Review: Let the Great World Spin, Colum McCann

Miscellanea: Colum McCann and Colm Toibin are the same person in my head. I now feel pleased with myself for finally reading something by Colm Toibin. Also, I find it impossible not to write Colum McCann’s name as Column.

Why I read the end: I realized halfway through the book that nothing in it had interested me enough to make me read the end. I still didn’t care enough to read the end, but I did because I didn’t want to be untrue to my byline. Also because I felt like as a new New Yorker, I should love a book about New York at least enough to read the end.

Look, I wanted to like this book. I did. I wanted to love it. It is the inaugural read of Work Book Club, which some coworkers and I have invented because we get together for drinks and book gossip anyway, and we might as well add it to our calendars and organize ourselves to have all read the same book at the same time. (We had a really hard time not talking about the book before our book club meeting. We kept going: “Where are you in Book Club Book?” “I’m about halfway through, I’m–” “NO NO NO, save it, we can’t talk about Book Club Book until Book Club happens!”)

However, in spite of my strong desire to love it, I did not love it at all. I sort of couldn’t be bothered with it. Its action, divided among a variety of point-of-view characters, anchors on an unnamed Phillipe Petit’s 1974 walk on a wire between the two towers of the World Trade Center, and the arrest of a young New York prostitute and her mother. The writing was at times smooth and elegant, at other times purposefully jerky and disjointed, which I know Colum McCann did on purpose but it just felt like a cheap way to achieve distinction between the narrative voices. This didn’t work for me. The characters felt like stage monologues, not people.

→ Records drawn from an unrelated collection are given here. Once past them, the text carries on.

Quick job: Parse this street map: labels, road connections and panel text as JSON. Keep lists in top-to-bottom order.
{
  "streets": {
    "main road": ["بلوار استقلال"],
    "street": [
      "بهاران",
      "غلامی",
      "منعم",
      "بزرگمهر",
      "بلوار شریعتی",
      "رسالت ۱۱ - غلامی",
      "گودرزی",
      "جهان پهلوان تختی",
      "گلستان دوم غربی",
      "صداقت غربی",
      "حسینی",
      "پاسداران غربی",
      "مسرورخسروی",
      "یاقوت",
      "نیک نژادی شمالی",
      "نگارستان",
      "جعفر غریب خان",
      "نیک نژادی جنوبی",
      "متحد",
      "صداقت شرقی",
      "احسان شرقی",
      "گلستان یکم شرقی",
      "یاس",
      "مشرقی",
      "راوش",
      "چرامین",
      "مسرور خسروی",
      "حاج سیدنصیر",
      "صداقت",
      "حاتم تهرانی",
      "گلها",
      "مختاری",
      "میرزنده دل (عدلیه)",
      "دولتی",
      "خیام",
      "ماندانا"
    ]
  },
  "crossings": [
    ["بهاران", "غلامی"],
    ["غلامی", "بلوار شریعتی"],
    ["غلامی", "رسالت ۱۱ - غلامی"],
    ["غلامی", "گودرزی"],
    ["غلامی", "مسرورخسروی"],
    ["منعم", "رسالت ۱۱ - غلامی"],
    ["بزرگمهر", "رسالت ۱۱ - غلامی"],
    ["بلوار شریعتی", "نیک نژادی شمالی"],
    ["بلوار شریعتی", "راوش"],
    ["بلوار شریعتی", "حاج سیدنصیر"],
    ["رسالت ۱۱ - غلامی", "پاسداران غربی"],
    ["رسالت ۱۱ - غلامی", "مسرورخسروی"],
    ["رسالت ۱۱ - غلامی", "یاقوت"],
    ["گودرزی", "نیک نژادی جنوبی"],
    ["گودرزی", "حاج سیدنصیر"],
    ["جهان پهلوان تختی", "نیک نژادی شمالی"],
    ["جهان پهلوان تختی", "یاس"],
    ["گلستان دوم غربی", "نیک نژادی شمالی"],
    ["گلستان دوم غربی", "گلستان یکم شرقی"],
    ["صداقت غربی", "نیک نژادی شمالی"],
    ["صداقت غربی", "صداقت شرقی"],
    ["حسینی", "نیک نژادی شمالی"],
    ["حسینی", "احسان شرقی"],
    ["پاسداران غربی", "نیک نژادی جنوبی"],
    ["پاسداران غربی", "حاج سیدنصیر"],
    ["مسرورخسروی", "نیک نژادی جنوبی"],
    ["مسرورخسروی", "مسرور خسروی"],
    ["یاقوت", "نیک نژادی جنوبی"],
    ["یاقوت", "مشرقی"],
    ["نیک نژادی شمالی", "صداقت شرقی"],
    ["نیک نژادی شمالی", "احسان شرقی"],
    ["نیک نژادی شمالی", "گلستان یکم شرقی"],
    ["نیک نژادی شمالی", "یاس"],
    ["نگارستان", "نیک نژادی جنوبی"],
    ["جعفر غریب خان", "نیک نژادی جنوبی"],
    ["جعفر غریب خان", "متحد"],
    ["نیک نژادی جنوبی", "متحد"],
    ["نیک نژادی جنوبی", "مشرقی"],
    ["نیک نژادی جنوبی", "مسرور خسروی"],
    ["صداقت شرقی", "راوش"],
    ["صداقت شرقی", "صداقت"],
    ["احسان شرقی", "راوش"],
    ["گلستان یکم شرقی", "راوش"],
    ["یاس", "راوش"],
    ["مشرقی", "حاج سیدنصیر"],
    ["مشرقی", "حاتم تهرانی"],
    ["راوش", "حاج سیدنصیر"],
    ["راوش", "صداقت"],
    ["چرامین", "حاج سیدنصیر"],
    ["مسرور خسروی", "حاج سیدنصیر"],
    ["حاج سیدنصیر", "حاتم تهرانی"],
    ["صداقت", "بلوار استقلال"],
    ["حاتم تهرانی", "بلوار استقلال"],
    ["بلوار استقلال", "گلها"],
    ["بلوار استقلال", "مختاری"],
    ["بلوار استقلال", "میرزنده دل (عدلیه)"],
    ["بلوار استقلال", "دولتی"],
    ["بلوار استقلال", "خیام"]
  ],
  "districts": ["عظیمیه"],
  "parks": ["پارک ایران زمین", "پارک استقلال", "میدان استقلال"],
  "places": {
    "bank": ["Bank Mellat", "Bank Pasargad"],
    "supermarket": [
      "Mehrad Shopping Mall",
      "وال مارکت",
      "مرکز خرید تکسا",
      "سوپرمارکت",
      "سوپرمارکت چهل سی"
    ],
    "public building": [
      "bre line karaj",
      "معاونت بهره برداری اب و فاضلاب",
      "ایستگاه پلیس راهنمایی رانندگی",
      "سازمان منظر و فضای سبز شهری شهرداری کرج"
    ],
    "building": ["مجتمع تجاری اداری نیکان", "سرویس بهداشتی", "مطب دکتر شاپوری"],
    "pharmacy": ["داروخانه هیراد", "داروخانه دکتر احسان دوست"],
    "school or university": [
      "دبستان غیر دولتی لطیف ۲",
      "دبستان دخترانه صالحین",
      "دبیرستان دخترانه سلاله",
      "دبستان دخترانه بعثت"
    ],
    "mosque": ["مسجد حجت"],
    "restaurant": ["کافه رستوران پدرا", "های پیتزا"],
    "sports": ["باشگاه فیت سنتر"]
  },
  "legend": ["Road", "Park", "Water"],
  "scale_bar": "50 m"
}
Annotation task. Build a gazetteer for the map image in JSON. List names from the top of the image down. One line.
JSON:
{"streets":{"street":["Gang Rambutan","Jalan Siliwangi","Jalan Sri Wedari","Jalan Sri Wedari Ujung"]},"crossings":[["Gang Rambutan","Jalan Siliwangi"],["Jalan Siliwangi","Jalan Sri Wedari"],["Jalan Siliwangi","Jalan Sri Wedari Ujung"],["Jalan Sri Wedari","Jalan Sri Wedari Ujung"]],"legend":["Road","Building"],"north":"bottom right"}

Since I mention it, this is a problem I have with a lot — a lot — of “literary” fiction. One of the definitions of literary ficton that I tend to hear is that it focuses less on plot and more on character. Fair enough, but eschewing plot also tends to mean eschewing character interaction, and that is what interests me. Characters might have interesting pasts, and they might be doing interesting things, but character interaction is where you see it matter. I love it when an author can make plausible a friendship between two utterly different characters. Plot points matter insofar as I get to see the impact they have on the characters I’ve come to love, and I come to love the characters because they don’t exist in isolation. They have friends, and family, and enemies, and acquaintances; they have stupid little inside jokes; they have facets that you don’t see until you put them next to their sister or their old academic rival. That’s how they become real people.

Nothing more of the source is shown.